WHO / UNICEF recommendations are met. Every woman should know that her milk is the most complete food for her child in the first 6 months of life, and according to separate observations, during the first year of life. Therefore, she should strive to follow the rules of successful breastfeeding in order to ensure the health and best conditions for her baby to grow and develop his body.
- Breastfeeding: the onset, duration, and practice of exclusive breastfeeding
Due to the lack of comprehensive and comparable data and unified international definitions, it is difficult to make any general statements about the prevalence of breastfeeding in the WHO European Region. Data on the percentage of children who are breastfed are shown in Fig. 8, taken from various sources (27). These data must be approached carefully: survey methods
- Maternal breastfeeding support group in Samara. Breastfeeding the most important issues, 2014
- FEEDING SCIENCE: WHY BREASTFEEDING?
We often wonder why some mothers do not breastfeed. From our point of view, breastfeeding is a natural extension of the relationship that began in the womb. Maybe some women are convinced that breastfeeding does not really matter. Having studied Chapter 1, you will understand the benefits of breastfeeding for both the mother and the baby. We believe that if you rate
- When do babies need more than one breast milk and how long should the baby be breastfed?

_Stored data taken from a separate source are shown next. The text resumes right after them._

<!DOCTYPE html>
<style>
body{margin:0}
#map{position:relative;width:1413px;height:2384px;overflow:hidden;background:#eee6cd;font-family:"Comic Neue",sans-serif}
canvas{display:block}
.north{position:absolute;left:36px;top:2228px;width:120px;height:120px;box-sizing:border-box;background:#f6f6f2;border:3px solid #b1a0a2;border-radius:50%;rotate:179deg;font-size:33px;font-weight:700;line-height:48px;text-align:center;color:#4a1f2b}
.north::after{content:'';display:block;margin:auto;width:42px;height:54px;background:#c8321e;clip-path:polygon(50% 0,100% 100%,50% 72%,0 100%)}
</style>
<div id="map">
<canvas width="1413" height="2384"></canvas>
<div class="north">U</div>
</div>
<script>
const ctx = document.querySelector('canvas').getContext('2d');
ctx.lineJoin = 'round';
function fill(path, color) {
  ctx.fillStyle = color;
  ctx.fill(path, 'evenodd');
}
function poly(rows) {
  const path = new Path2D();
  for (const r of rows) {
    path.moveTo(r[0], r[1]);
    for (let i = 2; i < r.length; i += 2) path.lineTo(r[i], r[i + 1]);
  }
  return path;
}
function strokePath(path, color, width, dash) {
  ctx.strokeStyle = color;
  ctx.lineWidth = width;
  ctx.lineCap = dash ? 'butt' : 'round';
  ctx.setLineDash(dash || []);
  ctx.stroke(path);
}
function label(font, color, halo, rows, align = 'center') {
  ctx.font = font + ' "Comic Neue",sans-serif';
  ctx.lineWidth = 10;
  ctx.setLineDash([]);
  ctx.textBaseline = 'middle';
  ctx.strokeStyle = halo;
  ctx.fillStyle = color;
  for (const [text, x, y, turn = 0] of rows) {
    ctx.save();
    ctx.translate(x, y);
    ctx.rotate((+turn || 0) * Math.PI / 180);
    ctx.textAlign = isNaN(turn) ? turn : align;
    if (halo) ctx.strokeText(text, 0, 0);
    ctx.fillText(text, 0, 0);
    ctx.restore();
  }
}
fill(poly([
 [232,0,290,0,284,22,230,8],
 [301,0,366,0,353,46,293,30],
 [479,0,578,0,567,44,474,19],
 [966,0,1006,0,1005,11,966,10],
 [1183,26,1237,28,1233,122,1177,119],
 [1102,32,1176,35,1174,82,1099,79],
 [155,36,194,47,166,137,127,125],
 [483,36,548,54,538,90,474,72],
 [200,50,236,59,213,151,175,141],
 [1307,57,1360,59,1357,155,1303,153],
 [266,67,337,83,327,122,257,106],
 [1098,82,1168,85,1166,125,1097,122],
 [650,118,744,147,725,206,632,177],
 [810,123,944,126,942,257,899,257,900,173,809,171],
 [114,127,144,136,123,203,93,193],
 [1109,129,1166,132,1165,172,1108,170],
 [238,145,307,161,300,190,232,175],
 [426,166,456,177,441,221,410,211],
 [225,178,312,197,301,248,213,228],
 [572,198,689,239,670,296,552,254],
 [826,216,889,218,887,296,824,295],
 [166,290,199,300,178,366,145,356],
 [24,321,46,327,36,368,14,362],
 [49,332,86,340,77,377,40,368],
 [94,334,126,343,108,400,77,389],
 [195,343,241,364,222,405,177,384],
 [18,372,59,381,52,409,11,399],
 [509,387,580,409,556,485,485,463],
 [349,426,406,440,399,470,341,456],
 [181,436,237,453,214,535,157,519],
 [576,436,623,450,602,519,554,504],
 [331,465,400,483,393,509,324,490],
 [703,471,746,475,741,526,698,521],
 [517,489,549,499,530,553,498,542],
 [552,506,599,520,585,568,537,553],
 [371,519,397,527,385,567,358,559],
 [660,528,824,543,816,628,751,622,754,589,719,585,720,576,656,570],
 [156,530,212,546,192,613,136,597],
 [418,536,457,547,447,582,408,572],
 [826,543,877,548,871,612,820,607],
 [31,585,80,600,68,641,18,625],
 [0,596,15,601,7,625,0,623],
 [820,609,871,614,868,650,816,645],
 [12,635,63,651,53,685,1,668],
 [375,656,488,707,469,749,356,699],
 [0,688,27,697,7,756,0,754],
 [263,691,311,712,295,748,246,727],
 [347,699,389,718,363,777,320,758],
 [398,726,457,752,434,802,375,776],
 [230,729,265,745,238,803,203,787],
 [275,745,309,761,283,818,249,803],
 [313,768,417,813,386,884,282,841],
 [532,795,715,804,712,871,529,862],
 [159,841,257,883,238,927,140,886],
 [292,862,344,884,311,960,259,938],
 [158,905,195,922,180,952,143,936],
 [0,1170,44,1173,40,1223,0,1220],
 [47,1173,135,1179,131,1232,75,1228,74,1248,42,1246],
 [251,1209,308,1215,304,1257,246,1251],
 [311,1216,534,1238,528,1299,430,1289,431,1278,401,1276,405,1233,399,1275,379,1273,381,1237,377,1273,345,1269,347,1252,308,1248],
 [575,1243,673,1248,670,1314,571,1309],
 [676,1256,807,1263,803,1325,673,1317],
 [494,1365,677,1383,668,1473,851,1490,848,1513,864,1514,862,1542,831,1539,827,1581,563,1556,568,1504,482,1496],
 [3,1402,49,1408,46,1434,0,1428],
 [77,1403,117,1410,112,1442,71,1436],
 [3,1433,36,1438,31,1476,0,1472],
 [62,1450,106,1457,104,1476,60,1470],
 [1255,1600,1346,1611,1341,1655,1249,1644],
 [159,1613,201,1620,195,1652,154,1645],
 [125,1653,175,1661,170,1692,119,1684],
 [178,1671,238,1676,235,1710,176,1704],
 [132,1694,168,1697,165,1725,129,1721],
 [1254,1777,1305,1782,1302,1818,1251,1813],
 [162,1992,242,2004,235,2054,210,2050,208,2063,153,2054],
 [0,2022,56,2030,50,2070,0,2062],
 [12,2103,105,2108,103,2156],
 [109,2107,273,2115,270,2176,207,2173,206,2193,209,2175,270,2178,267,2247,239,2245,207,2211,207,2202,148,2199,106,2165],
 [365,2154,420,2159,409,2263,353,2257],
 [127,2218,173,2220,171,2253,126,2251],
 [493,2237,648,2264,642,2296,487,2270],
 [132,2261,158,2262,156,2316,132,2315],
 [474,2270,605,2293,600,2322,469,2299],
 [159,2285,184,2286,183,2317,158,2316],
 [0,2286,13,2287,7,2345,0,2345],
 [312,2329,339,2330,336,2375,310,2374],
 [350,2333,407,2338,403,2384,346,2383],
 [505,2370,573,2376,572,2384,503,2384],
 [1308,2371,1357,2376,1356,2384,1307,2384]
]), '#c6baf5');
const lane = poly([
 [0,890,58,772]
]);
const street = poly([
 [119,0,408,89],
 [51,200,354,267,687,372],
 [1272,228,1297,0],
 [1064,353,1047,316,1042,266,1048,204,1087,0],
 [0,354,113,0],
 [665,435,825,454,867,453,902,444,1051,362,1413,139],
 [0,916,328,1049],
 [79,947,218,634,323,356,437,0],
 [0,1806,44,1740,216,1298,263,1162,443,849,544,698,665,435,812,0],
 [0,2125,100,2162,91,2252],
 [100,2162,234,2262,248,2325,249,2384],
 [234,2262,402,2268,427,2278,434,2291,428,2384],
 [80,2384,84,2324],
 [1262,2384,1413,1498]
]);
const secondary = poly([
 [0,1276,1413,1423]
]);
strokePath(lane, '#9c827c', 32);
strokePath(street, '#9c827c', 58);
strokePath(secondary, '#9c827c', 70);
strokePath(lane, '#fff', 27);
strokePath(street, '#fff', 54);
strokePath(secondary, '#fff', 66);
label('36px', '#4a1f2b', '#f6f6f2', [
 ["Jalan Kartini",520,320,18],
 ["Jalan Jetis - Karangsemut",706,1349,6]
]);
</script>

Feed your baby exclusively with breast milk up to 6 months of age. At about 6 months of age, all babies, along with breast milk, need extra food, but ideally continue to breastfeed for up to a year and
- Breastfeeding support
POLICIES AIMED AT SUPPORTING BREASTFEEDING In 1989, the World Health Organization and the United Nations Children's Fund issued a joint statement on the role of mother services in protecting, promoting and supporting breastfeeding. This statement provides the most up-to-date scientific knowledge and practical experience in organizing the EB in the form of accurate, universally acceptable recommendations.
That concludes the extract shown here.